A hero sandwich would have sufficed
      Overcome with joy at the prospect, we went to bed on the designated night with butterflies beating their wings madly against our insides, causing us to experience a faint sense of nausea. When we awoke in the morning, we forewent breakfast and raced next door to claim our poodle. But it wasn't there.
Please tear out my eyeballs 
   "I didn't have a chance to do it," our erstwhile hero explained, with a sheepish shrug. "My sister got sick on the roller coaster and we had to come home. Man, I hate girls. They spoil everything. I wish they'd send 'em all to Viet Nam. But since I didn't get you the poodle like I promised..."
    He handed us a Kewpie Doll, a six inch high horror of pudgy, pale naked skin, over-sized eyes and cutesy smile. Words eluded us.

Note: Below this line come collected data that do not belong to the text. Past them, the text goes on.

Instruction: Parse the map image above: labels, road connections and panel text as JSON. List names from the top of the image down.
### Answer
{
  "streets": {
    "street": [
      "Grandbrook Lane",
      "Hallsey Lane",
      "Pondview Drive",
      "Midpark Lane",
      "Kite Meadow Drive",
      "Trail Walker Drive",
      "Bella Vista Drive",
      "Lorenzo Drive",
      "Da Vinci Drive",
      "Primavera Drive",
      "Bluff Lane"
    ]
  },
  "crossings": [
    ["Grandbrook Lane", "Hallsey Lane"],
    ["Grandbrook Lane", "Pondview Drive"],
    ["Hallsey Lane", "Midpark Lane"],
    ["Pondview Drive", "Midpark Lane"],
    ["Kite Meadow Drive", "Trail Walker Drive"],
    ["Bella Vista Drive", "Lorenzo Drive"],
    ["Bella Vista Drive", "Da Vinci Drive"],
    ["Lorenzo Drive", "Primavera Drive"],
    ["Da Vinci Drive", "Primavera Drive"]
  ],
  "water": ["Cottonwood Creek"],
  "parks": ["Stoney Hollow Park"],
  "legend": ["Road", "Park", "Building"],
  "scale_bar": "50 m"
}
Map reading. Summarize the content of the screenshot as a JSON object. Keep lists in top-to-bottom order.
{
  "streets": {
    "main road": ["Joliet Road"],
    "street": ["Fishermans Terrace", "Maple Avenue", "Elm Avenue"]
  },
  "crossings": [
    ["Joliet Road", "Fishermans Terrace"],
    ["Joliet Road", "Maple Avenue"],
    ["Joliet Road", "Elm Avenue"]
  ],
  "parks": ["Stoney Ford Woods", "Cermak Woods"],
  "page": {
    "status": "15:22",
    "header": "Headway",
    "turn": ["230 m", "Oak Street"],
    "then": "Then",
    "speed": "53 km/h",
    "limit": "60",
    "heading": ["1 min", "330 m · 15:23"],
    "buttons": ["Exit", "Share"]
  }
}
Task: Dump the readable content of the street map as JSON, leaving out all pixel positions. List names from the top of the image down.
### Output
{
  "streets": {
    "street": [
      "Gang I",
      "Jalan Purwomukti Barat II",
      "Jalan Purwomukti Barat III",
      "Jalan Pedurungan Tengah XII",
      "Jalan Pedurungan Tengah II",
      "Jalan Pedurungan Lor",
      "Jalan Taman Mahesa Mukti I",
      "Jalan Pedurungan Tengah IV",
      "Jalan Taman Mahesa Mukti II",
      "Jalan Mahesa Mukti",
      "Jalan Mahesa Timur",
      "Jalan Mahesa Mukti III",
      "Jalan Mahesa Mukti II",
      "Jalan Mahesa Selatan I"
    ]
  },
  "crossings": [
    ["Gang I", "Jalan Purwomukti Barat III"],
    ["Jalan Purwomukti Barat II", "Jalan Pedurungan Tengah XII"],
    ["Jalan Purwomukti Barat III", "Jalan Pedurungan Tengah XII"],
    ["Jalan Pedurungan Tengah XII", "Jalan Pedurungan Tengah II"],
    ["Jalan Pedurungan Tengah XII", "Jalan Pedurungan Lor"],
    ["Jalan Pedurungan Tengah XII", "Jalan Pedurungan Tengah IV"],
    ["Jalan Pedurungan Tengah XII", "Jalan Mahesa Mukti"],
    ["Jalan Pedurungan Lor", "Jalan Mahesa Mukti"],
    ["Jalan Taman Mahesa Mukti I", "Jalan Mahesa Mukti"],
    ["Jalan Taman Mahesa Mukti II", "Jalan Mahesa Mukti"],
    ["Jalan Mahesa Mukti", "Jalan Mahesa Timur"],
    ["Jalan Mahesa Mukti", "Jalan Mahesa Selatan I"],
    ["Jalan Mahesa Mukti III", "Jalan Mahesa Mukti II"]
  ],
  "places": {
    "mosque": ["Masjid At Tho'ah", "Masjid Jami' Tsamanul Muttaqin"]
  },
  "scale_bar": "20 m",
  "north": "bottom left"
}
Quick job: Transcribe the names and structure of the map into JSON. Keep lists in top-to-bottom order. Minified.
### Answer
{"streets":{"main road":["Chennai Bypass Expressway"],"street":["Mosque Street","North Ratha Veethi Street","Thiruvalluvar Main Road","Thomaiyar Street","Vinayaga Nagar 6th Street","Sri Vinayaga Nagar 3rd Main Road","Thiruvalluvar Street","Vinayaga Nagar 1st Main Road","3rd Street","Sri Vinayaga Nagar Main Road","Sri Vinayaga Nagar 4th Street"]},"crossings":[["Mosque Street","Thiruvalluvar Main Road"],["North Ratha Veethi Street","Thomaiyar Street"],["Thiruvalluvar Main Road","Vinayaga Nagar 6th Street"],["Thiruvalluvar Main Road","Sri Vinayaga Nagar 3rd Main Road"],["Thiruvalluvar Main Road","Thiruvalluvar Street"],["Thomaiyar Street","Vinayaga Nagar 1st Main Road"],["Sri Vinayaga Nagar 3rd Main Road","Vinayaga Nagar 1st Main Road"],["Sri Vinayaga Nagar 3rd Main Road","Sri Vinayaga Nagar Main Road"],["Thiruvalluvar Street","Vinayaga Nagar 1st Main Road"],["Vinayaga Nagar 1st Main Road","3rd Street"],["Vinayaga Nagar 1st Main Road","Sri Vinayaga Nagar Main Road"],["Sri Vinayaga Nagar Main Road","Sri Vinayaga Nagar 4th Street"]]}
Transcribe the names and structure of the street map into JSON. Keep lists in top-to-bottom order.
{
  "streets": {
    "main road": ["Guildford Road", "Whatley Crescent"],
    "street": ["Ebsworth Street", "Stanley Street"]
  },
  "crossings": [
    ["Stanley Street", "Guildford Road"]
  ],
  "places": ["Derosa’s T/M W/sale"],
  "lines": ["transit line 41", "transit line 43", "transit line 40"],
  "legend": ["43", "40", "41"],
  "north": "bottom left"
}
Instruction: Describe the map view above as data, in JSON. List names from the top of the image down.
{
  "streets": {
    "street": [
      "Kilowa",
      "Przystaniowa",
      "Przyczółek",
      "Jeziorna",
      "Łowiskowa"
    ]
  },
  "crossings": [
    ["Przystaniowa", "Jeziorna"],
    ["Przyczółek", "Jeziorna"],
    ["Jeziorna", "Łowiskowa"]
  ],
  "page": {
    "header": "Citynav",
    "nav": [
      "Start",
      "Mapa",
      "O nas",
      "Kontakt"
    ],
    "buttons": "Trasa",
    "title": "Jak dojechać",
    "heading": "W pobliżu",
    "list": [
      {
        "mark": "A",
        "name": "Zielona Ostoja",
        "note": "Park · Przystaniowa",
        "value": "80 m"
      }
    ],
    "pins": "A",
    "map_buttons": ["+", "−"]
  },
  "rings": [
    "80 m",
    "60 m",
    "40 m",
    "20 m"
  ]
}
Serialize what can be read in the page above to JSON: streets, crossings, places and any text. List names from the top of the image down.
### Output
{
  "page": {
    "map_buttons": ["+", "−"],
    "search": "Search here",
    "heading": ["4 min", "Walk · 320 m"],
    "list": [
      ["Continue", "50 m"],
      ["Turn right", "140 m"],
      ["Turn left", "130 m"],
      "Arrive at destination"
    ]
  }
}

      "My sister won it playing ring toss," our hero said. "But she doesn't need it anymore."
       When has anyone ever needed a Kewpie Doll? In Hell, perhaps, to frighten away the demons?
    We thanked him and left with the doll in hand, disposing of it as soon as we reached home so that it could never horrify anyone else again.
    But it was the final nail in the coffin of our pink poodle dreams. Never again would we believe so readily or so strongly in our right to have what we want simply because it's what we want. And never again would we picture a pink poodle in a rhinestone collar without the repugnant  face of  a Kewpie doll blocking a portion of our view.